In [1]:
import torch
import torch.nn as nn
import fastai.train
import pandas as pd
from captum.attr import LayerIntegratedGradients

Load a fast.ai `Learner` trained to predict IMDB review category `[negative, positive]`

In [2]:
awd = fastai.train.load_learner('.','imdb_fastai_trained_lm_clf.pth')
awd.model[0].bptt = 200

In [3]:
# getting to the actual layer that holds embeddings
embedding_layer = awd.model[0]._modules['module']._modules['encoder_dp']

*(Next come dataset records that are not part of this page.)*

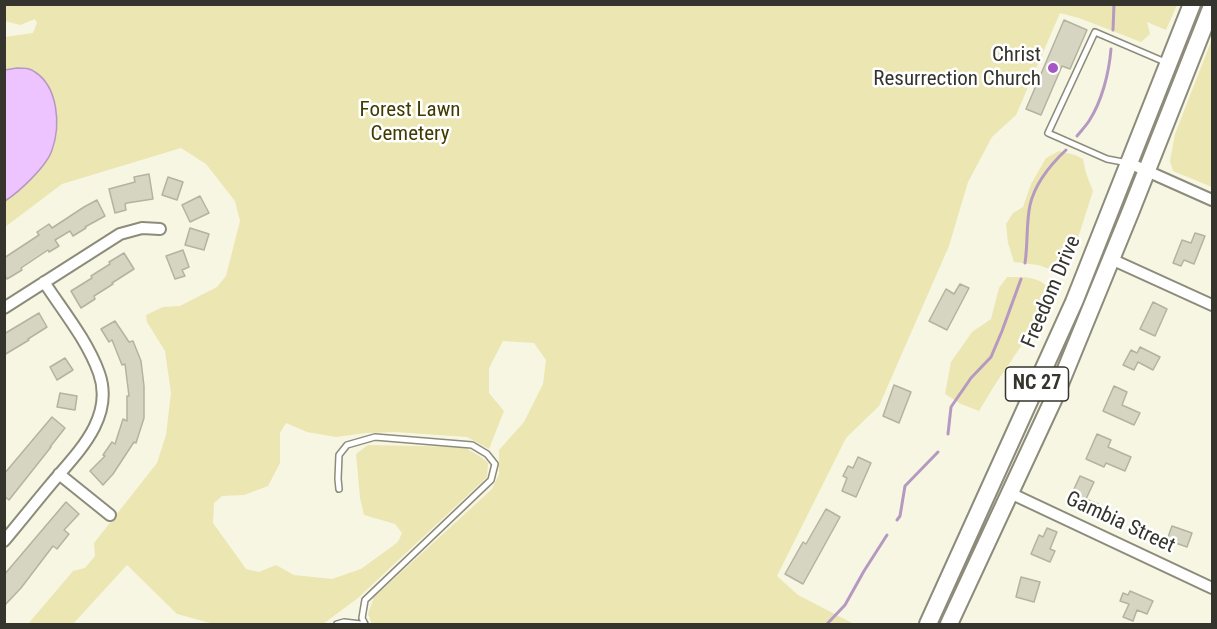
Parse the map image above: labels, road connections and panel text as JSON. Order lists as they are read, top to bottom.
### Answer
{
  "streets": {
    "main road": ["Freedom Drive", "NC 27"],
    "street": ["Gambia Street"]
  },
  "crossings": [
    ["Freedom Drive", "Gambia Street"]
  ],
  "parks": ["Forest Lawn Cemetery"],
  "places": ["Christ Resurrection Church"]
}
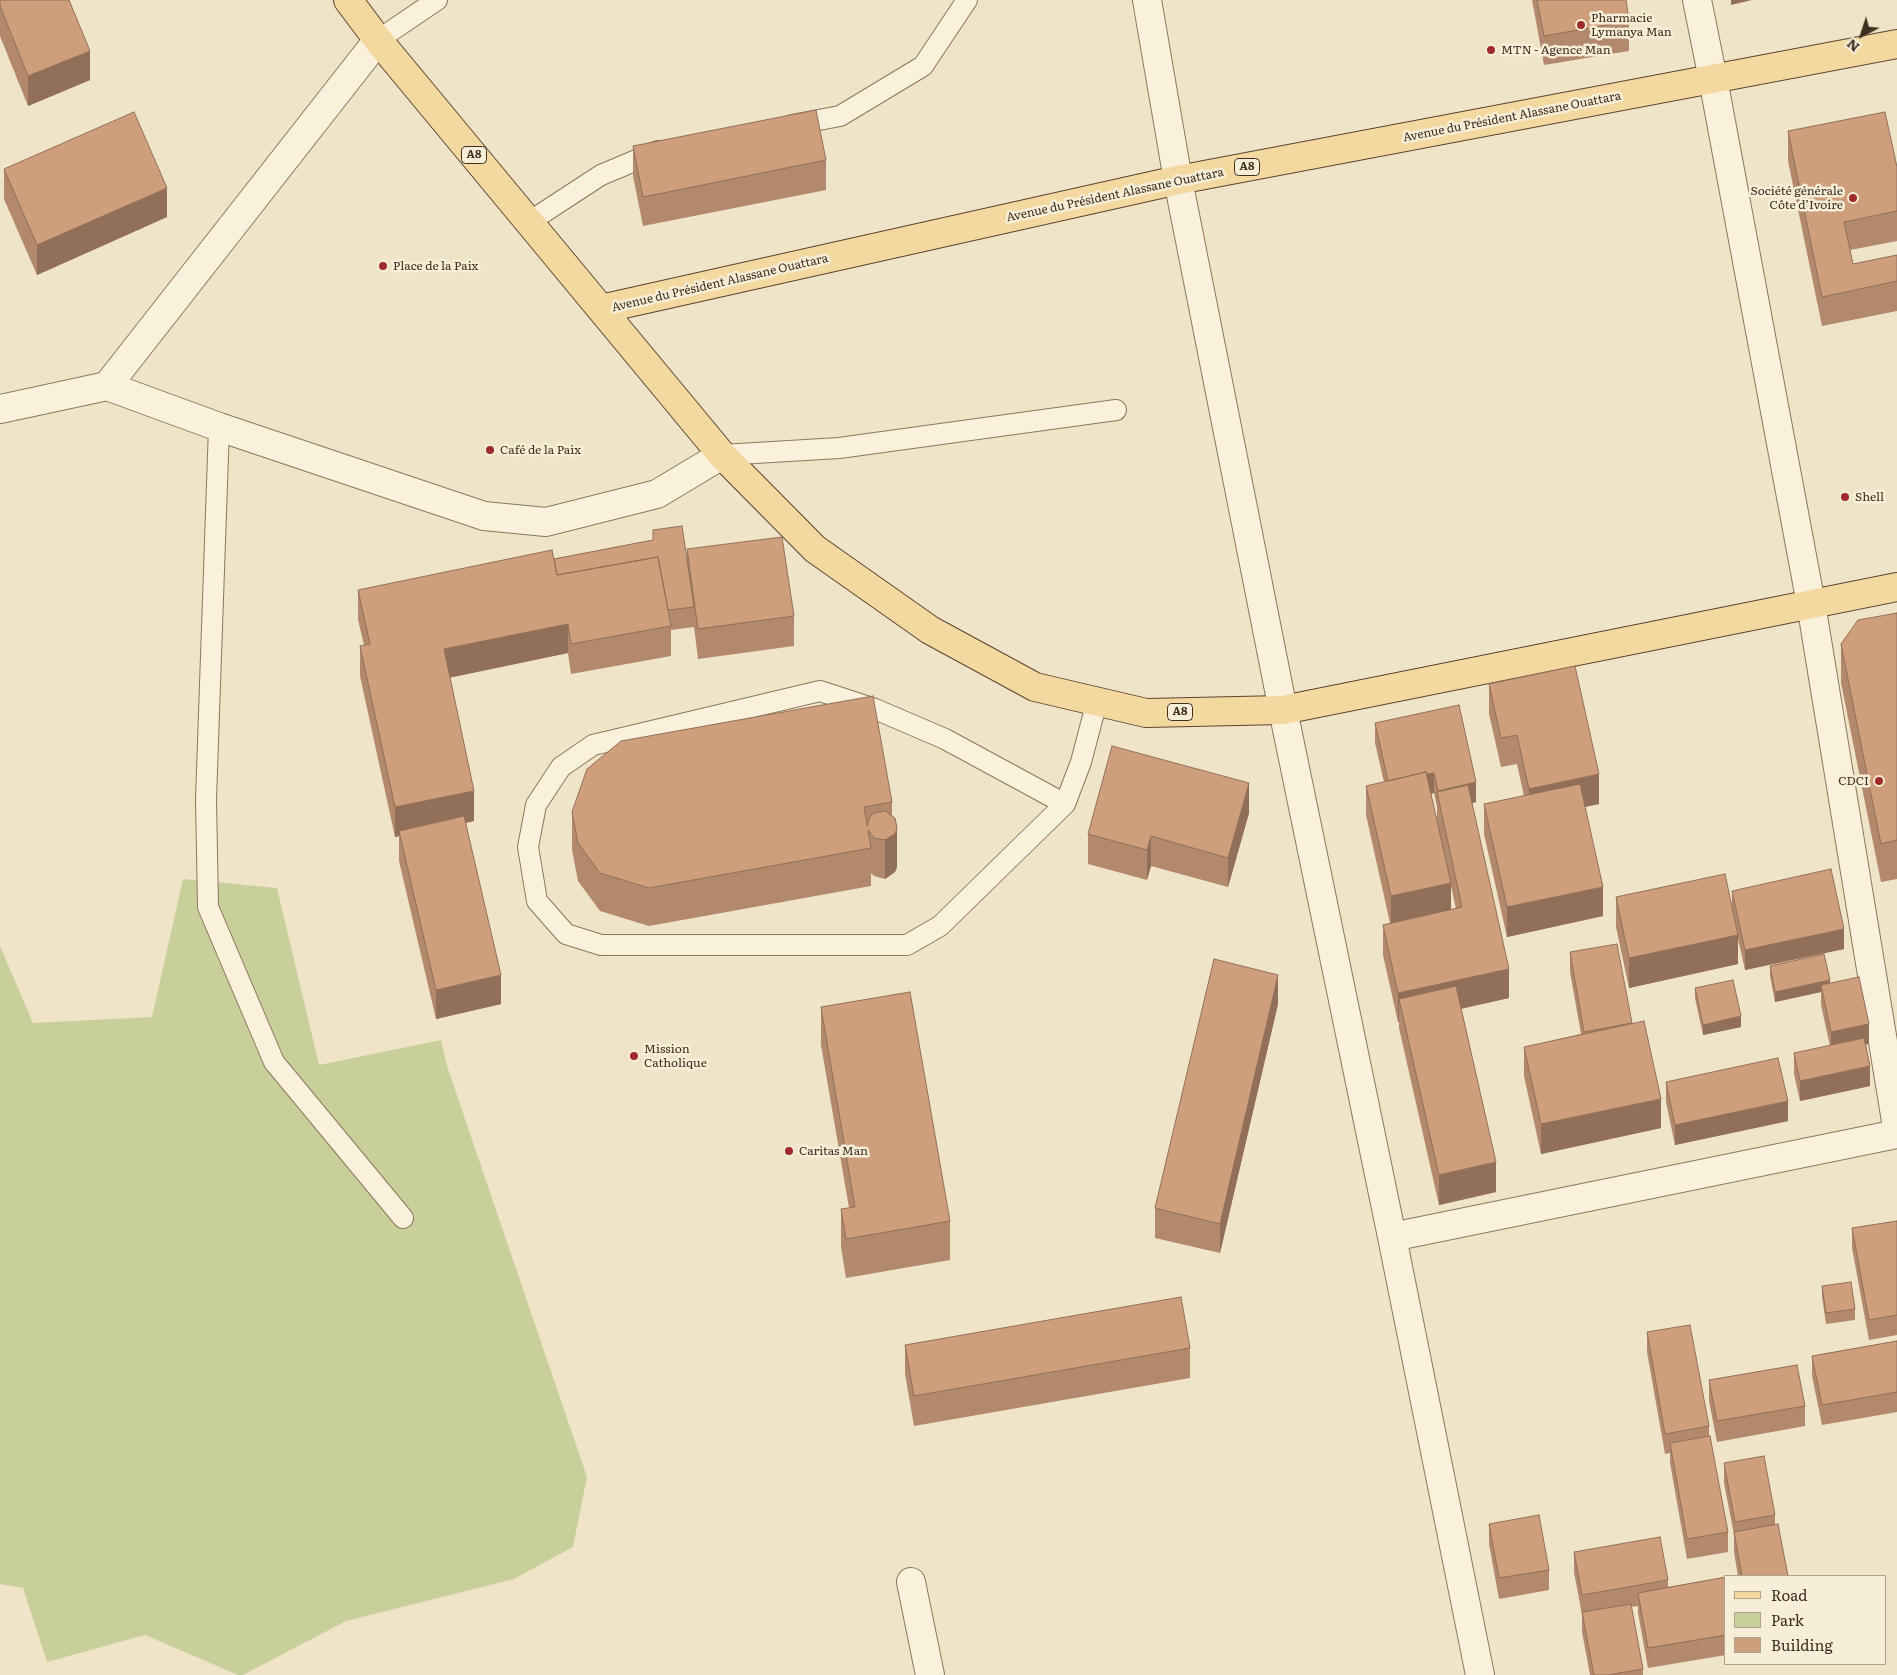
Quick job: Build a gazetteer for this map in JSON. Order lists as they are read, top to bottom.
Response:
{
  "streets": {
    "main road": ["Avenue du Président Alassane Ouattara", "A8"]
  },
  "crossings": [
    ["Avenue du Président Alassane Ouattara", "A8"]
  ],
  "places": [
    "Pharmacie Lymanya Man",
    "MTN - Agence Man",
    "Société générale Côte d’Ivoire",
    "Place de la Paix",
    "Café de la Paix",
    "Shell",
    "CDCI",
    "Mission Catholique",
    "Caritas Man"
  ],
  "legend": ["Road", "Park", "Building"],
  "north": "bottom left"
}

# working around the model prediction - first output only, apply softmax
forward_func = lambda x: torch.softmax(awd.model(x)[0], dim=-1)

In [4]:
# make integrated gradients instance
lig = LayerIntegratedGradients(
    forward_func, 
    embedding_layer
)

In [5]:
def get_attributions_for_sentence(sentence = 'Best film ever', 
                                  awd_model=awd, 
                                  lig_instance=lig,
                                  target = None, 
                                  lig_n_steps = 200,
                                  baseline_token='.'):
    awd = awd_model
    lig = lig_instance
    vocab = awd.data.x.vocab
    sentence_tokens = awd.data.one_item(sentence)[0]
    reversed_tokens = [vocab.itos[w] for w in sentence_tokens[0]]
    baseline = torch.ones_like(sentence_tokens) * vocab.stoi[baseline_token] # see "how to choose a good baseline"
    baseline[0,0] = vocab.stoi['xxbos'] # beginning of sentence is always #1
    y = awd.predict(sentence)
    if target is None:
        target = y[1].item()
    attrs = lig.attribute(sentence_tokens, baseline, target, n_steps=lig_n_steps)
    a = attrs.sum(-1)
    a = a / torch.norm(a)
    return (
        pd.Series(a.numpy()[0], index=reversed_tokens),
        y
    )

In [6]:
# https://www.imdb.com/review/rw5384922/?ref_=tt_urv
review_1917 = """
I sat in a packed yet silent theater this morning and watched, what I believe to be, the next Academy Award winner for the Best Picture."""

In [7]:
attributions, prediction = get_attributions_for_sentence(review_1917, baseline_token='\n \n ')

In [8]:
len(attributions)

119

ipyvuetify installation:

https://github.com/mariobuikhuizen/ipyvuetify/#installation

In [8]:
import ipyvuetify as v

In [9]:
class Chip(v.Chip):
    positive = '0, 255, 0'
    negative = '255, 0, 0'
    def __init__(self, word, attribution):
        direction = self.positive if attribution >= 0 else self.negative
        color = f'rgba({direction}, {abs(attribution):.2f})'
        super().__init__(class_='mx-0 px-1', 
                         children=[word], color=color, 
                         value=attribution,
                         label=True, small=True)
        
def saliency_chips(attributions:pd.Series) -> v.ChipGroup:
    children = [Chip(w, a)
           for w, a in attributions.iteritems()]
    return v.ChipGroup(column=True, children=children)

In [10]:
saliency_chips(attributions)

ChipGroup(children=[Chip(children=['xxbos'], class_='mx-0 px-1', color='rgba(0, 255, 0, 0.00)', label=True, sm…